Acelerar os processos para combater a crítica mais apontada à Justiça – a morosidade – é também tida em conta na iniciativa socialista, mas mais uma vez as medidas não saem, segundo Rui Patrício, «do nível das generalidades».

Para o advogado, que espera que as medidas relativas a este ponto não sejam «mais do mesmo», ou seja «remendar as leis processuais», o sistema, em geral, «não é insuportavelmente moroso, e não se pode confundir o todo com algumas partes», considerando que os pontos de «flagrante morosidade» requerem medidas concretas, «que não são transversais ao sistema».

Rui Patrício esclarece que se refere à justiça administrativa e fiscal, mas também aos processos gigantes, sejam criminais sejam contraordenacionais. «Enquanto existirem, não permitem qualquer celeridade, não haja ilusões, a não ser que se venha a dispensar de todo a necessidade de processo nesses casos a coberto da lengalenga do excesso de garantias», adverte.

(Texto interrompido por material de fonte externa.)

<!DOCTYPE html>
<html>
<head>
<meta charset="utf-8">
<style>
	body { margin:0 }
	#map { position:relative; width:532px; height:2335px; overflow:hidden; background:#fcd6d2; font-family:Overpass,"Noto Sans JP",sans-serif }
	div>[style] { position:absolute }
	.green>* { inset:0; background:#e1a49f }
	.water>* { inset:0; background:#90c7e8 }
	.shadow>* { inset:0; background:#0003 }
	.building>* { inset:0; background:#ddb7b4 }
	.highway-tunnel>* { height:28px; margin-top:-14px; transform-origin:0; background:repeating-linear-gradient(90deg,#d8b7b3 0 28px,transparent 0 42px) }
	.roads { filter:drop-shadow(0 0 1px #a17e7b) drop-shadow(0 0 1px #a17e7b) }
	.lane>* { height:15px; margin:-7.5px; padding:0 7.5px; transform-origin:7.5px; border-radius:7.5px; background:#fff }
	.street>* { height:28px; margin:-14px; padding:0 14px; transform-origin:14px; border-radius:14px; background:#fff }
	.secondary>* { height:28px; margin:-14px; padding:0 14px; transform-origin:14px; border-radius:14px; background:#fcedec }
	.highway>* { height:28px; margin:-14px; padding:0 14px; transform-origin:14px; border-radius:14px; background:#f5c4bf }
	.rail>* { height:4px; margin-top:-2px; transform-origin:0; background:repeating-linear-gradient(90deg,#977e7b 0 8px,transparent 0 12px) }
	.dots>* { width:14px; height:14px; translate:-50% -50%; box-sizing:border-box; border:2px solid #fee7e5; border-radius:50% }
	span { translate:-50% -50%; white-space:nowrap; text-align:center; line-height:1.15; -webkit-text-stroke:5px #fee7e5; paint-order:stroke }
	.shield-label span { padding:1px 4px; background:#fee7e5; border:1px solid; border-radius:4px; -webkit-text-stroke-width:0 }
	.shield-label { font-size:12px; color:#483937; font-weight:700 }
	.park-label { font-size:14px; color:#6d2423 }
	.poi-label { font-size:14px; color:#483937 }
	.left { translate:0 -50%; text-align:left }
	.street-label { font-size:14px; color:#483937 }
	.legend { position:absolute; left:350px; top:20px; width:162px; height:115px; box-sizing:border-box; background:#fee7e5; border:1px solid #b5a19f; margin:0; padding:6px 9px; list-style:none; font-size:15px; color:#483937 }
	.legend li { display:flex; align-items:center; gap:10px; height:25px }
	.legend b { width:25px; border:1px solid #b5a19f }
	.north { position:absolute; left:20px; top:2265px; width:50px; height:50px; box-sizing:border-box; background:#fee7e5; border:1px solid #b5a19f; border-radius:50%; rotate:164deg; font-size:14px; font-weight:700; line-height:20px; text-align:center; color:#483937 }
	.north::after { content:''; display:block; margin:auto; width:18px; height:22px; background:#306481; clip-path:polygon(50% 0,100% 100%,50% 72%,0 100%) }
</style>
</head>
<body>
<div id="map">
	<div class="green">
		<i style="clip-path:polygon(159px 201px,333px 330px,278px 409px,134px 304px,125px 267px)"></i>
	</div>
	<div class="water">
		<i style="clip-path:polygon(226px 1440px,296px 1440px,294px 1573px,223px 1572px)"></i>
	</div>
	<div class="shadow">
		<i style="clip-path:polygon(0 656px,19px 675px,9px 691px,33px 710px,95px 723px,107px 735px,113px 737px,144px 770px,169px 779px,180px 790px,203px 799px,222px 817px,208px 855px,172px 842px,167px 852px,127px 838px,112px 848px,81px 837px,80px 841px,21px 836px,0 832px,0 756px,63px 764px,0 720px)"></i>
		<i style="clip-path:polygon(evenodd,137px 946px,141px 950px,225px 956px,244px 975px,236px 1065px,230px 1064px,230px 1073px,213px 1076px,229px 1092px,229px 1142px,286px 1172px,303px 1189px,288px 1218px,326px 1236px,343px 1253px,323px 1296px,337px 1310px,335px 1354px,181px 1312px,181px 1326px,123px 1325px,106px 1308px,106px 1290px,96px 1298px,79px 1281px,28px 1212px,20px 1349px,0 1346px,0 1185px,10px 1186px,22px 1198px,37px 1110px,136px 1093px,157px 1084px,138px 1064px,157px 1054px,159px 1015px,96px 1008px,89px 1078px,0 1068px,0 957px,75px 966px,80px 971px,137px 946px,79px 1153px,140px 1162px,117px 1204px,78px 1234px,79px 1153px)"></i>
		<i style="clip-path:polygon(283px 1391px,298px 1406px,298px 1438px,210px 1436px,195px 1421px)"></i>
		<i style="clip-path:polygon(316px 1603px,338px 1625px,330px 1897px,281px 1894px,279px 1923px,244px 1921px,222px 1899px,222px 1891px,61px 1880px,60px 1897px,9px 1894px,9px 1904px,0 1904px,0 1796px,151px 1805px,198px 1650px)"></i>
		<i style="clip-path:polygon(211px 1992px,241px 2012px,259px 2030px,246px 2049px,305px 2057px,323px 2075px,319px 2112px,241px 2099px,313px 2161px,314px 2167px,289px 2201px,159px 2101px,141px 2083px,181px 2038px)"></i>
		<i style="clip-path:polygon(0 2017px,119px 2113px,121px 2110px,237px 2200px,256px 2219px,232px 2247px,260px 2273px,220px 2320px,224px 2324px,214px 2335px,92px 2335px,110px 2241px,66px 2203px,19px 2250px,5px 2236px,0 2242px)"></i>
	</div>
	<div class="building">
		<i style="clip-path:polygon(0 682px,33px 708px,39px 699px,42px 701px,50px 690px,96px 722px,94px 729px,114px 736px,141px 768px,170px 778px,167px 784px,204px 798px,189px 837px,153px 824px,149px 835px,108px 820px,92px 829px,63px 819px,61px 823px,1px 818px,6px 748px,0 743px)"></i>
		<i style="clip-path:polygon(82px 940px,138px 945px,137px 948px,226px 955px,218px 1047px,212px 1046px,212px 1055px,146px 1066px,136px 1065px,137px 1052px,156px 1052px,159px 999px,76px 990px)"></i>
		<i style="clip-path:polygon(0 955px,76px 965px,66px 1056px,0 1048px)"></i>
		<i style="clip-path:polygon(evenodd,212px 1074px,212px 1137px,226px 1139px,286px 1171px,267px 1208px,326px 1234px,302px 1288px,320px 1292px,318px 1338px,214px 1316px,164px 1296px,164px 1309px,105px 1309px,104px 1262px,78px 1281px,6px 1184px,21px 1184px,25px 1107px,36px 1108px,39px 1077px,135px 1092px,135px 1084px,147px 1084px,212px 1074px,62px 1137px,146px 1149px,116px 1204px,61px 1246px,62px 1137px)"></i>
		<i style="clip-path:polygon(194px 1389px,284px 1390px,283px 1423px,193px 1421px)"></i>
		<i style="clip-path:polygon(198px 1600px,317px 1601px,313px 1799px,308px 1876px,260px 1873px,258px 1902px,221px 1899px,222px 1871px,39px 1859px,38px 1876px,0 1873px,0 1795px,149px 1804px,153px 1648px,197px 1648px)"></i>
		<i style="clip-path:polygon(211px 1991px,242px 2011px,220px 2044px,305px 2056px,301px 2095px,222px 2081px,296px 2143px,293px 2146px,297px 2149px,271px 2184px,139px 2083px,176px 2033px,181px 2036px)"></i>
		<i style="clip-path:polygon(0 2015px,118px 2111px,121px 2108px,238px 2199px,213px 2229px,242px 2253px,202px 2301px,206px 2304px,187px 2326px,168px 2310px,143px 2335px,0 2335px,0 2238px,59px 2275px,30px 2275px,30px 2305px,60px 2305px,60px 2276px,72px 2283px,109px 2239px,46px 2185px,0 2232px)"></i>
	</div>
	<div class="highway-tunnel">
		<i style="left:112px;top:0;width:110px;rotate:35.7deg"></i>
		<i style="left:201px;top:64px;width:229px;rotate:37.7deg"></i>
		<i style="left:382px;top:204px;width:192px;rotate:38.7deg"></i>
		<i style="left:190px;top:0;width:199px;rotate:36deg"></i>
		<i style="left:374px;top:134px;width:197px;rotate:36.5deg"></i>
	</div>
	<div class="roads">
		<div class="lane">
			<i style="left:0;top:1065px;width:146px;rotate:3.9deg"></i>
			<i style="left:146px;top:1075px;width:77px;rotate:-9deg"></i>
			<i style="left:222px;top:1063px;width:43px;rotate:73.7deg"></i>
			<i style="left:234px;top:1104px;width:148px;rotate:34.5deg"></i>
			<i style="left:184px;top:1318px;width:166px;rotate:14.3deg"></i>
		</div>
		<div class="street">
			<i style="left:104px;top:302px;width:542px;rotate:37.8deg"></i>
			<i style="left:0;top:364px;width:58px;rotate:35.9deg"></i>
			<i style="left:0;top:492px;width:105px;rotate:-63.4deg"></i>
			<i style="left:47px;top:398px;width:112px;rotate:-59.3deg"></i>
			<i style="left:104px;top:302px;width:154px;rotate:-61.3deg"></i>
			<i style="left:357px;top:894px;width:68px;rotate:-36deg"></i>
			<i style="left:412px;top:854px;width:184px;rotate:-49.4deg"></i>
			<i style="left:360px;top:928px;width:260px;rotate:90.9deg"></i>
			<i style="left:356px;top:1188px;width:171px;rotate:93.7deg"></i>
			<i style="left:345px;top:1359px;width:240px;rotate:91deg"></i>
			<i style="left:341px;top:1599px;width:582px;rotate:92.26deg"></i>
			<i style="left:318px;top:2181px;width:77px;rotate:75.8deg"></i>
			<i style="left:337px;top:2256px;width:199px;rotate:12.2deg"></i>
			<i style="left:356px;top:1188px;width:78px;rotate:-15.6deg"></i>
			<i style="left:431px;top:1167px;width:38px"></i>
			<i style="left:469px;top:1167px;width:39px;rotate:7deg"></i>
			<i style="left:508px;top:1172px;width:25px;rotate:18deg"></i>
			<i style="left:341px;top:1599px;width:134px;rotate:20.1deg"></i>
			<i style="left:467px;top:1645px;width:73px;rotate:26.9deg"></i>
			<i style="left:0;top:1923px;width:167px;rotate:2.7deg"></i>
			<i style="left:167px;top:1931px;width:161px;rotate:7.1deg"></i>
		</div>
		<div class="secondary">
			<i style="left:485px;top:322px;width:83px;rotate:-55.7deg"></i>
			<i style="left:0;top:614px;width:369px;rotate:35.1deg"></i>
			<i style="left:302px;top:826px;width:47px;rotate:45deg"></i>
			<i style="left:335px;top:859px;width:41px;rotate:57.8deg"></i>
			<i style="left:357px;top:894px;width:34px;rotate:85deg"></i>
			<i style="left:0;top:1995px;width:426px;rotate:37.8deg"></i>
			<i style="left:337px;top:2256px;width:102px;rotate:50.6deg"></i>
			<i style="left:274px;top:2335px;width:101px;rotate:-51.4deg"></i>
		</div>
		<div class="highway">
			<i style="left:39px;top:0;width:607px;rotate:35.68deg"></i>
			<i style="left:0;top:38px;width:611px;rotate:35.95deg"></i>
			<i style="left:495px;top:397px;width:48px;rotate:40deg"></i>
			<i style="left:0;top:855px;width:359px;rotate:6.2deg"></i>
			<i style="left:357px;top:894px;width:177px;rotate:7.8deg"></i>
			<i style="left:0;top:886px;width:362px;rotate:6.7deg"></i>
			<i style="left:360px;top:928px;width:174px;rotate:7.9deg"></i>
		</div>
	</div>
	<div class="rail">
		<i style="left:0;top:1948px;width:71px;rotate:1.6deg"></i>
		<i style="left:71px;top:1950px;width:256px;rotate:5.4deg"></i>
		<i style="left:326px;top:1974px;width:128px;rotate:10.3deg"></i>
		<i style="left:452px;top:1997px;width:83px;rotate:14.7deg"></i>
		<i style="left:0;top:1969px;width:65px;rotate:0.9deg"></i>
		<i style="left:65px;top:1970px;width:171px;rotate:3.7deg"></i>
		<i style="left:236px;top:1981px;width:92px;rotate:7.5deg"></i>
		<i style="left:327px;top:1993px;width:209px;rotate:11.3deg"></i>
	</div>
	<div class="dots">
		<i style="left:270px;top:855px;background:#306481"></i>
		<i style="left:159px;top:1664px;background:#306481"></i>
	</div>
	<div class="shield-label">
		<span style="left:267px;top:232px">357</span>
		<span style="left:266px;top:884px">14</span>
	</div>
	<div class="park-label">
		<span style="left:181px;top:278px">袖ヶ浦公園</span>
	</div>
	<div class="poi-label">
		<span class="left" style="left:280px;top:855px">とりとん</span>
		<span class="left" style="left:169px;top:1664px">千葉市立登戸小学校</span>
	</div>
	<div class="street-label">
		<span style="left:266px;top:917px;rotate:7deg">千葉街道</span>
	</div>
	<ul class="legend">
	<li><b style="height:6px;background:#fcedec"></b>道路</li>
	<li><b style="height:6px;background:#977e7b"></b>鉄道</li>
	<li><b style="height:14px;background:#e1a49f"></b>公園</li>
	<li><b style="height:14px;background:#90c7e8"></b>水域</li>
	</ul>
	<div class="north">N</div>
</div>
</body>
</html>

Ainda a propósito da iniciativa do PS, Rui Patrício critica o que chama de conversa do costume sobre articular celeridade com garantias: «Já sabemos o que significa, cortar nas garantias, mais um bocado, e ficar tudo na mesma na celeridade».

Como prioridades numa eventual reforma da Justiça, o advogado considera que é necessário, em primeiro lugar, «parar de reformar legislativamente de seis em seis meses» e, em segundo, «ter consciência e ter carteira para mexer no sistema onde é preciso, que é nas carreiras e nos materiais». Por fim, Rui Patrício defende que seria preciso «dar uns toques na mentalidade de cada um e de todos, reduzindo a crispação e a desconfiança, melhorando a accountability de todos (que exige humildade democrática) e reduzindo o corporativismo e sendo mais exigente e duro».

Em suma, a iniciativa do PS, apesar do tom genérico e, intencionalmente, consensual serviu para que o tema de uma reforma na Justiça voltasse, como acontece ciclicamente nos últimos anos, à agenda, se não política, pelo menos mediática.